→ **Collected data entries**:
----
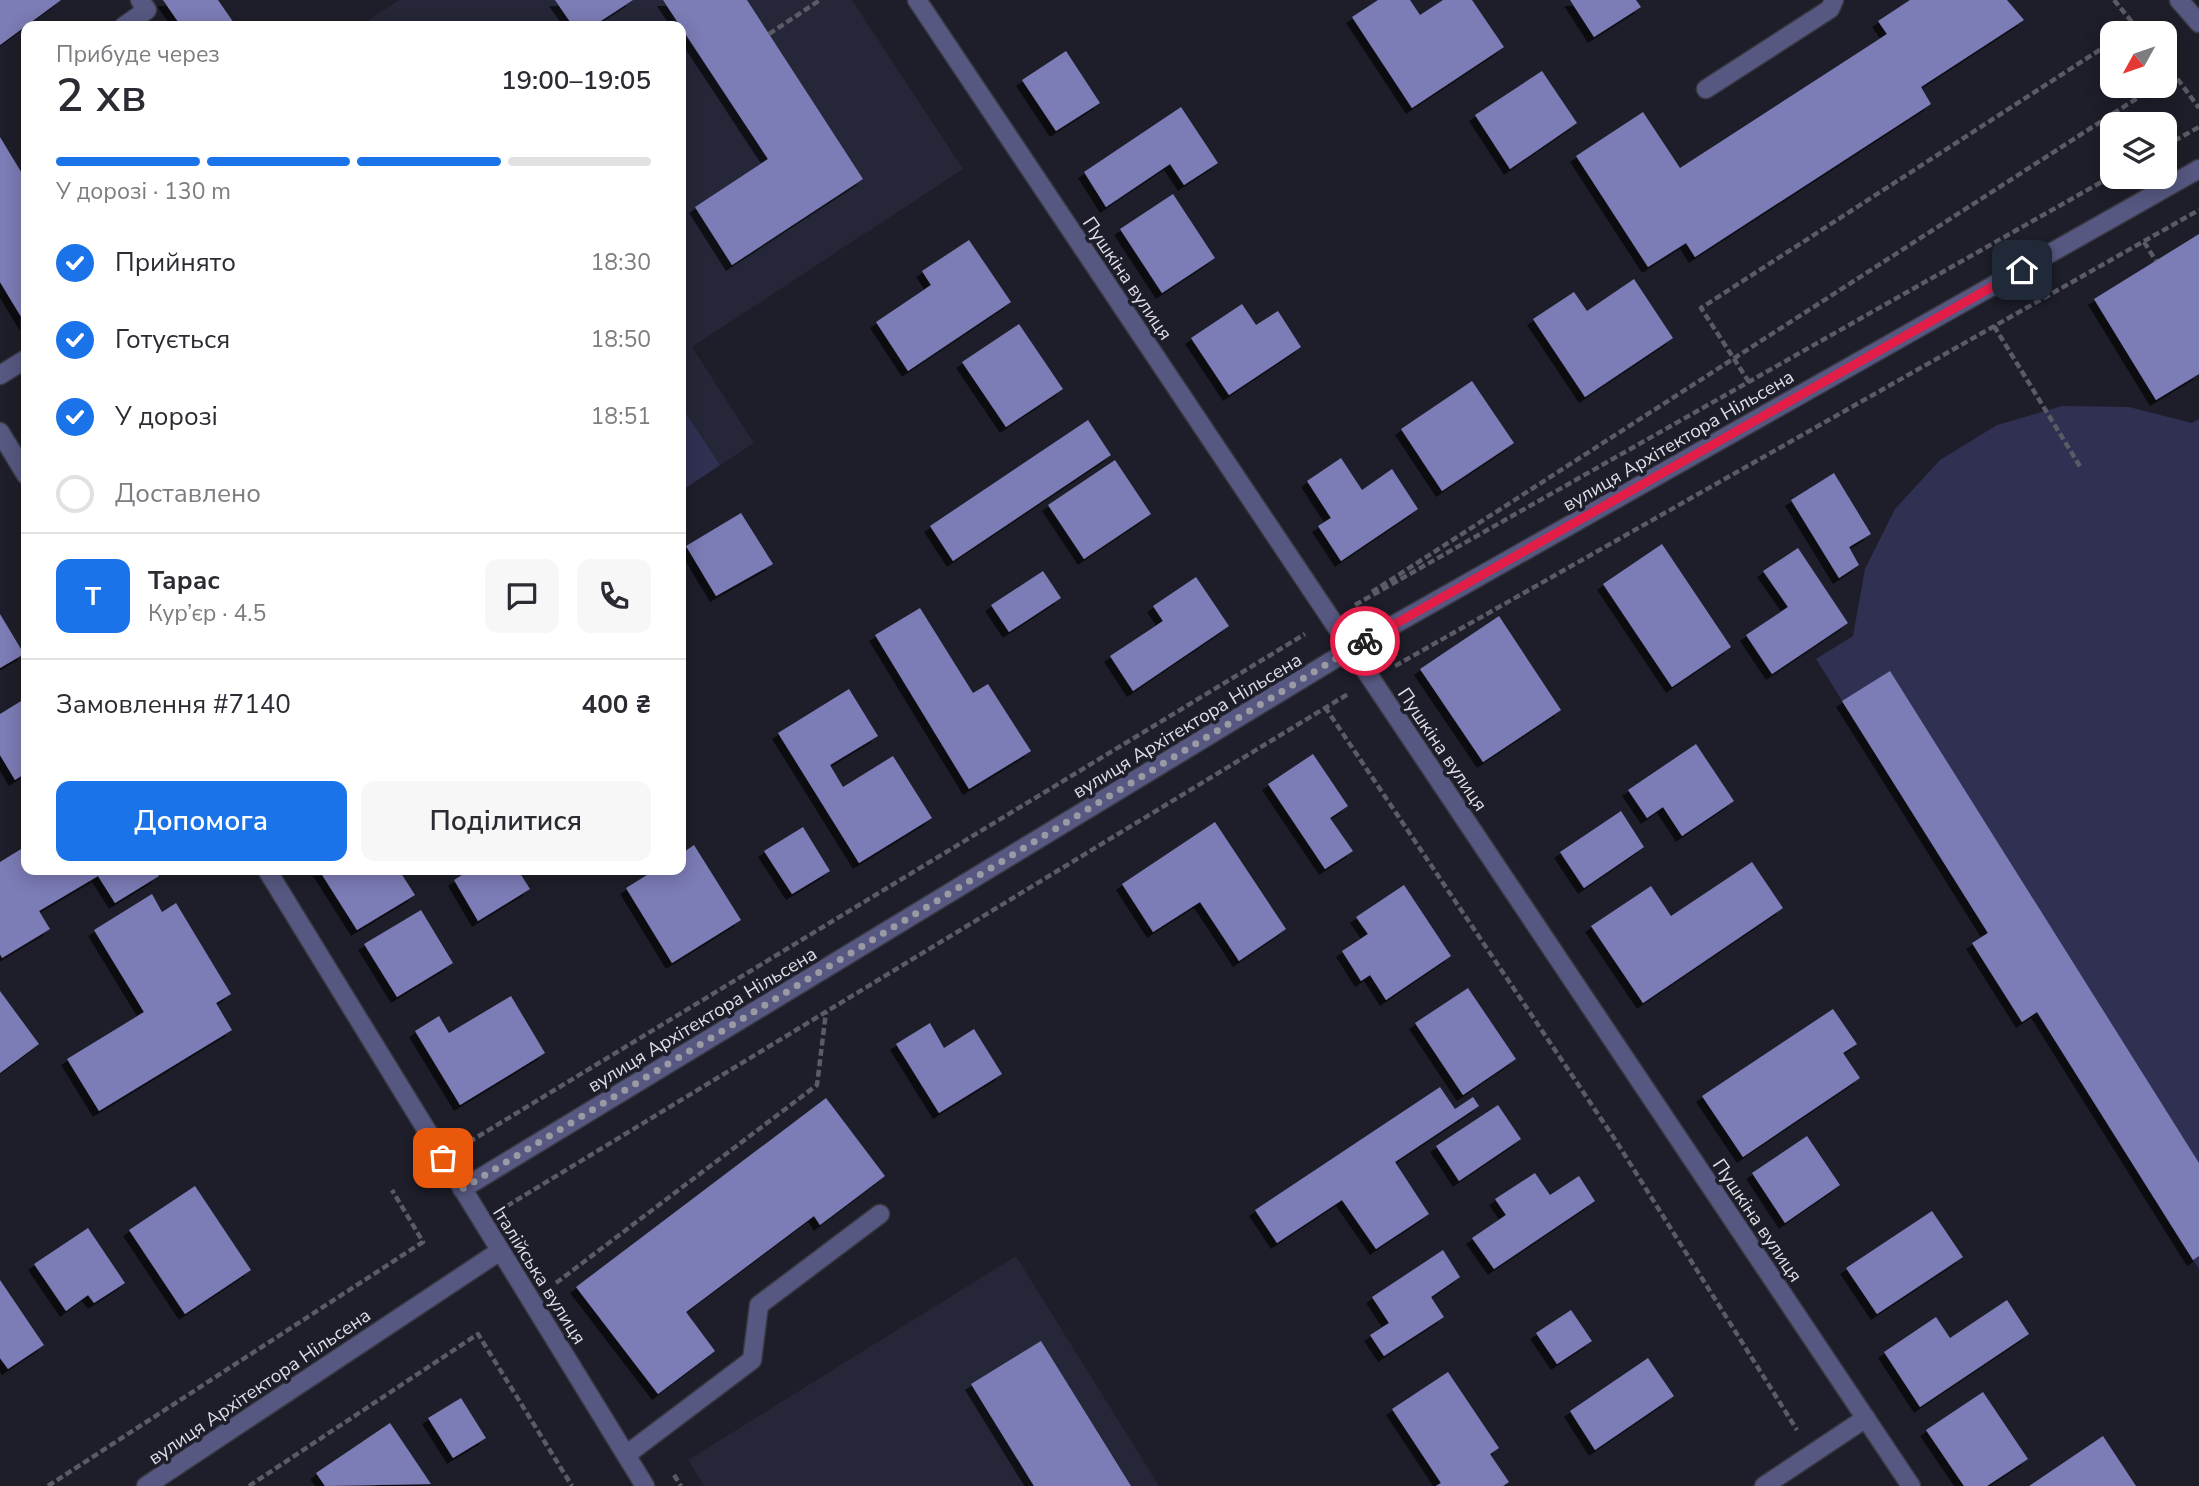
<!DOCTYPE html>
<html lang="uk">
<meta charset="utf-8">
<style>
body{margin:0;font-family:"Nunito Sans",sans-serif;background:#f7f7f7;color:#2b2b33;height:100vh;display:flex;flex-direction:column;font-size:26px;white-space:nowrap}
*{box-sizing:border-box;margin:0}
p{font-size:23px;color:#7c7c81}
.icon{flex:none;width:38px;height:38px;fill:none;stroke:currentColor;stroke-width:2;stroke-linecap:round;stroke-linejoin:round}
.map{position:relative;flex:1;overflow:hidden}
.sheet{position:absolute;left:21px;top:21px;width:665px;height:854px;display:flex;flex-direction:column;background:#fff;border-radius:14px;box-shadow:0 4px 18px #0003}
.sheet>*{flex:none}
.needle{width:46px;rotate:230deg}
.fabs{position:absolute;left:2100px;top:21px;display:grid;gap:14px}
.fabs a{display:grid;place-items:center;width:77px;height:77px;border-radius:14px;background:#fff;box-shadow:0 4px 18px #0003;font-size:35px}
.pin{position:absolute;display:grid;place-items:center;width:60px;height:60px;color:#fff;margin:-30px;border-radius:14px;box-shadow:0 4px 10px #0006}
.courier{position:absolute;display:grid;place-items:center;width:70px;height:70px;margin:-35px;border:5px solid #e11d48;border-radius:50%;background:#fff;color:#222;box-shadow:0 2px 9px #0007}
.headline em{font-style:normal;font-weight:600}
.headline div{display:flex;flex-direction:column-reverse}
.headline{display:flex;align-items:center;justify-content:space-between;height:119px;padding:0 35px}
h1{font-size:46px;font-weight:600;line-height:52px}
.bar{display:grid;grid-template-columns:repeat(4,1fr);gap:10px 7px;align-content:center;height:84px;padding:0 35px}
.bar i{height:9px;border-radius:5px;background:#e1e1e2}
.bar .active{background:#1a73e8}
.bar p{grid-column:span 4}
.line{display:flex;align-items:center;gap:18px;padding:0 35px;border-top:2px solid #e1e1e2}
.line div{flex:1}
.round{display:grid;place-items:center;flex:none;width:74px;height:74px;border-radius:14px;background:#f7f7f7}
ol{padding:0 35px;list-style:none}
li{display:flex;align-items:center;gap:21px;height:77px}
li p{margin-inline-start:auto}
li .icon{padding:7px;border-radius:50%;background:#1a73e8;color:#fff;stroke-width:4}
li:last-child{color:#7c7c81}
li i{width:38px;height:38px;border:4px solid #e1e1e2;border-radius:50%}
.primary-button{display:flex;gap:14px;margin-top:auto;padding:14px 35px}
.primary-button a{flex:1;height:80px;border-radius:14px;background:#1a73e8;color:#fff;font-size:28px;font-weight:600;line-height:80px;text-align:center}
.primary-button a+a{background:#f7f7f7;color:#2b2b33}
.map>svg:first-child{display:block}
.built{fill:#252637}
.green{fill:#303052}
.building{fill:#7c7cb6;filter:url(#shadow)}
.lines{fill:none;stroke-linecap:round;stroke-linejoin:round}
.minor-casing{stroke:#383943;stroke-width:21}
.path{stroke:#5a5b65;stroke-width:4.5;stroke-dasharray:7 3.5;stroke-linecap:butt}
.minor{stroke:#575881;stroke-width:18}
.done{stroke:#999aa3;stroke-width:7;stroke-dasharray:0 12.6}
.route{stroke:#e11d48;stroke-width:9}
.labels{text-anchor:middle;stroke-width:7;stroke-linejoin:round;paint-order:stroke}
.street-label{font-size:19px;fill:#dcdde5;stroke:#1d1e29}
</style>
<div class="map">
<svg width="2199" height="1486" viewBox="0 0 2199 1486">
<defs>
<filter id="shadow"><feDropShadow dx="-6" dy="6" stdDeviation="0" flood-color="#0009"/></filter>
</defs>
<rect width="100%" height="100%" fill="#1d1e29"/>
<!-- built -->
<path class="built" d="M399,0h453l111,169 -271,178 62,96 -73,48v-465h-322z
M1016,1256l143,230h-455l-16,-26z"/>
<!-- green -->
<path class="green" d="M681,406l39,59 -39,26z
M2062,406l67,1 63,16 7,-4v850l-383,-610 37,-23 12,-67 30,-60 45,-49 57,-35z"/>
<!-- building -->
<path class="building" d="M0,0h61l-61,45z
M163,0h55l18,26h-55z
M555,0h78l-40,26h-20z
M663,0h84l116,179 -131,86 -37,-58 73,-48z
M1378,0h32l10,15 23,-15h29l32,47 -92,61 -60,-91z
M1570,0h66l5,7 -47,30z
M1910,0h97l17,20 -103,67 10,17 -236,153 -9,-14 -38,24 -72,-111 67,-44 37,56 207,-134 -9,-13z
M1066,51l34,52 -44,28 -34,-51z
M1542,71l35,52 -67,46 -35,-54z
M1181,107l37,56 -34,22 -14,-21 -64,43 -22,-35z
M0,137l26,43v145l-26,-43z
M1173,194l42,64 -53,35 -42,-64z
M2199,234v140l-43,26 -62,-101z
M969,240l42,62 -103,69 -32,-49 55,-37 -9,-14z
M1634,279l39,59 -88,59 -52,-78 41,-27 13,19z
M1242,304l14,21 22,-14 23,36 -72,48 -38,-57z
M1019,324l44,65 -57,38 -44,-65z
M1472,381l42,62 -72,48 -41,-62z
M1088,420l23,35 -158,106 -23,-35z
M1341,458l21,32 30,-21 26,40 -77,52 -23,-35 13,-8 -24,-37z
M1115,460l36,54 -67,45 -36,-54z
M1834,473l37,61 -22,13 10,18 -20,13 -48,-78z
M741,513l32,51 -57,32 -30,-50z
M1662,544l69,103 -59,40 -69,-103z
M1798,548l50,75 -76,51 -26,-39 42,-28 -25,-36z
M1043,571l18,27 -52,34 -18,-27z
M1196,577l33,49 -96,65 -23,-35 53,-35 -10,-15z
M920,608l53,85 15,-9 43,67 -62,38 -94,-154z
M0,614l24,40 -24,14z
M1499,616l62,94 -78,52 -63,-93z
M1890,671l309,492v93l-6,4 -156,-248 -15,10 -50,-79 16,-10 -146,-232z
M849,689l29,47 -48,29 13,22 50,-31 39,62 -73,45 -81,-130z
M26,698v75l-11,7 -15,-25v-41z
M1696,744l38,57 -52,35 -19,-29 -16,11 -19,-28z
M1313,754l35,52 -18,12 23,33 -28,18 -57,-85z
M1621,811l23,36 -60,41 -24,-36z
M1215,822l71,107 -47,32 -39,-59 -47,30 -31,-48z
M803,827l27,44 -38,23 -28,-43z
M694,845l47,75 -69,43 -46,-75 29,-18h26v-16z
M26,846v24h129l4,6 -44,27 -17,-27 -59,35 11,18 -48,29 -2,-4v-92z
M1752,862l31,46 -140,95 -52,-77 60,-40 20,30z
M319,870h80l16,25 -58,35z
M470,870h48l12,19 -52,32 -24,-41z
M1404,885l47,71 -65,44 -16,-25 -9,6 -19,-30 26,-17 -12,-17z
M152,894l10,18 14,-9 55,91 -15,9 16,27 -133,81 -32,-52 77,-47 -50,-82z
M421,910l32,53 -56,34 -33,-53z
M1468,988l48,71 -53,36 -48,-72z
M0,991l39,53 -39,29z
M511,996l34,57 -85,52 -45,-74 24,-15 10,17z
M1833,1009l24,35 -14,9 17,25 -117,79 -41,-61z
M930,1023l14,25 30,-19 28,45 -63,39 -43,-69z
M1440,1087l15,22 18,-12 6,9 -84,56 34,52 -53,35 -34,-49 -65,43 -22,-33z
M826,1098l59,78 -65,49 -6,-9 -128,96 29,39 -57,43 -82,-107z
M1498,1105l23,34 -62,42 -23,-35z
M1807,1136l33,49 -55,38 -33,-50z
M1535,1173l15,22 29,-19 16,25 -101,68 -22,-31 34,-23 -11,-16z
M195,1186l56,84 -66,44 -56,-84z
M1932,1211l31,46 -86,57 -31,-46z
M88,1228l37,55 -31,20 -6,-8 -22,16 -32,-47z
M1443,1250l17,27 -29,20 13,20 -60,39 -14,-21 19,-12 -17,-26z
M0,1280l44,65 -36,24 -8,-11z
M2007,1300l22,34 -109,73 -36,-55 52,-35 14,21z
M1571,1310l21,31 -35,23 -21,-31z
M1041,1341l90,145h-97l-63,-102z
M1648,1358l26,38 -79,54 -25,-39z
M1448,1372l51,76 -9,6 19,28 -6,4h-67l5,-3 -49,-74z
M1983,1392l45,67 -41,27h-23l-38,-56z
M461,1398l25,40 -33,20 -25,-40z
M390,1423l41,61 -106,2 -9,-13z
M2103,1436l33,50h-107z"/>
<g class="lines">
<!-- minor casing -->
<g class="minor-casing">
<path id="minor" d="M917,0l994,1486
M2179,0l20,23
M124,26l23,-16 -7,-10
M1706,89l124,-80 4,-9
M0,375l26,-16
M0,432l26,43
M267,870l378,616
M462,1189l889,-540 848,-480
M626,1455l126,-95 7,-55 121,-91
M146,1486l354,-235
M1764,1486l102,-68"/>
</g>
<!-- path -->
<path class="path" d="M2114,0l27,33
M2126,33l10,-6
M769,34l51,-34
M2165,62l34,46
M2165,80l9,-6
M2165,146l34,-19
M2144,242l12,19
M1994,326l87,142
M1749,382l-48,-74 411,-266
M1372,592l784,-506
M1355,605l757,-429
M1395,666l804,-456
M1325,707l291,434 181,289
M469,1142l836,-508
M507,1206l841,-512
M556,1283l261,-198 9,-73
M674,1475l7,11
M48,1486l375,-244 -31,-52
M249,1486l229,-152 94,152"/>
<!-- minor -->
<use href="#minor" class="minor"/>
</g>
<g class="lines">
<!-- done -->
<path class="done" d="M443,1158l19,31 903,-548"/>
<!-- route -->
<path class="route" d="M1365,641l657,-371"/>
</g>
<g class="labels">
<!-- street labels -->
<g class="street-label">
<text transform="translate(1128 278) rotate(56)" y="7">Пушкіна вулиця</text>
<text transform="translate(1678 440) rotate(-30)" y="7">вулиця Архітектора Нільсена</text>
<text transform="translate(1187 725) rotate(-31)" y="7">вулиця Архітектора Нільсена</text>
<text transform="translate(1443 749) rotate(56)" y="7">Пушкіна вулиця</text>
<text transform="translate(702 1019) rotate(-31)" y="7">вулиця Архітектора Нільсена</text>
<text transform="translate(1758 1220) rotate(56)" y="7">Пушкіна вулиця</text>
<text transform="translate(540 1275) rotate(58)" y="7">Італійська вулиця</text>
<text transform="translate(259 1386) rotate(-34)" y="7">вулиця Архітектора Нільсена</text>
</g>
</g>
</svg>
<div class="fabs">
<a><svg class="needle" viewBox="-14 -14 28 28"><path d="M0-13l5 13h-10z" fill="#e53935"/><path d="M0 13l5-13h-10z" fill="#7c7c81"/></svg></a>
<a><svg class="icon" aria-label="layers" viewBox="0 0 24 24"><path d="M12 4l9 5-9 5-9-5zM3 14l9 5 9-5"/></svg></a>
</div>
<div class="pin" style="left:443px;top:1158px;background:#ea580c"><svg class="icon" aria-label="bag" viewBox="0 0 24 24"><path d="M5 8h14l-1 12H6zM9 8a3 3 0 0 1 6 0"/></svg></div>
<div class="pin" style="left:2022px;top:270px;background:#1f2937"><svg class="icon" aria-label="home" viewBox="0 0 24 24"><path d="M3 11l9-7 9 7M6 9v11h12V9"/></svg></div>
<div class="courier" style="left:1365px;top:641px"><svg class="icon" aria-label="bike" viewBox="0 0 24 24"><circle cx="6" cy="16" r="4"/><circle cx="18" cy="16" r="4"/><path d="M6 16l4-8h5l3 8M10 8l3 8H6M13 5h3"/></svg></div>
<section class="sheet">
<div class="headline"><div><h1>2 хв</h1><p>Прибуде через</p></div><em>19:00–19:05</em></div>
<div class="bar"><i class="active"></i><i class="active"></i><i class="active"></i><i></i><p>У дорозі · 130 m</p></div>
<ol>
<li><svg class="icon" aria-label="check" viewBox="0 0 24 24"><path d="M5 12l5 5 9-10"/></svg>Прийнято<p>18:30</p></li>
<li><svg class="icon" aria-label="check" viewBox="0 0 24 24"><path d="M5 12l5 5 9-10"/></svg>Готується<p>18:50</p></li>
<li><svg class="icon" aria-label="check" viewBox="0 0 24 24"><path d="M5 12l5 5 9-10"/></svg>У дорозі<p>18:51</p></li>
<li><i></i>Доставлено</li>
</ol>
<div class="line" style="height:126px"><b class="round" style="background:#1a73e8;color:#fff">Т</b><div><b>Тарас</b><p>Кур’єр · 4.5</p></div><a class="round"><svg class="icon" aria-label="chat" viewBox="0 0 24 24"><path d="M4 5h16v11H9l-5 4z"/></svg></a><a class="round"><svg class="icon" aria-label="phone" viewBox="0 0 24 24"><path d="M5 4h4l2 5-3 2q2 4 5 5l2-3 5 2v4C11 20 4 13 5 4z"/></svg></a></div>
<div class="line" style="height:91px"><div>Замовлення #7140</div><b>400 ₴</b></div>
<div class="primary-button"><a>Допомога</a><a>Поділитися</a></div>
</section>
</div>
----
→ **REQUIREMENT**: Using the records above, report each line with the string "дорозі".

→ **ANSWER TO THIS EXERCISE**:
<div class="bar"><i class="active"></i><i class="active"></i><i class="active"></i><i></i><p>У дорозі · 130 m</p></div>
<li><svg class="icon" aria-label="check" viewBox="0 0 24 24"><path d="M5 12l5 5 9-10"/></svg>У дорозі<p>18:51</p></li>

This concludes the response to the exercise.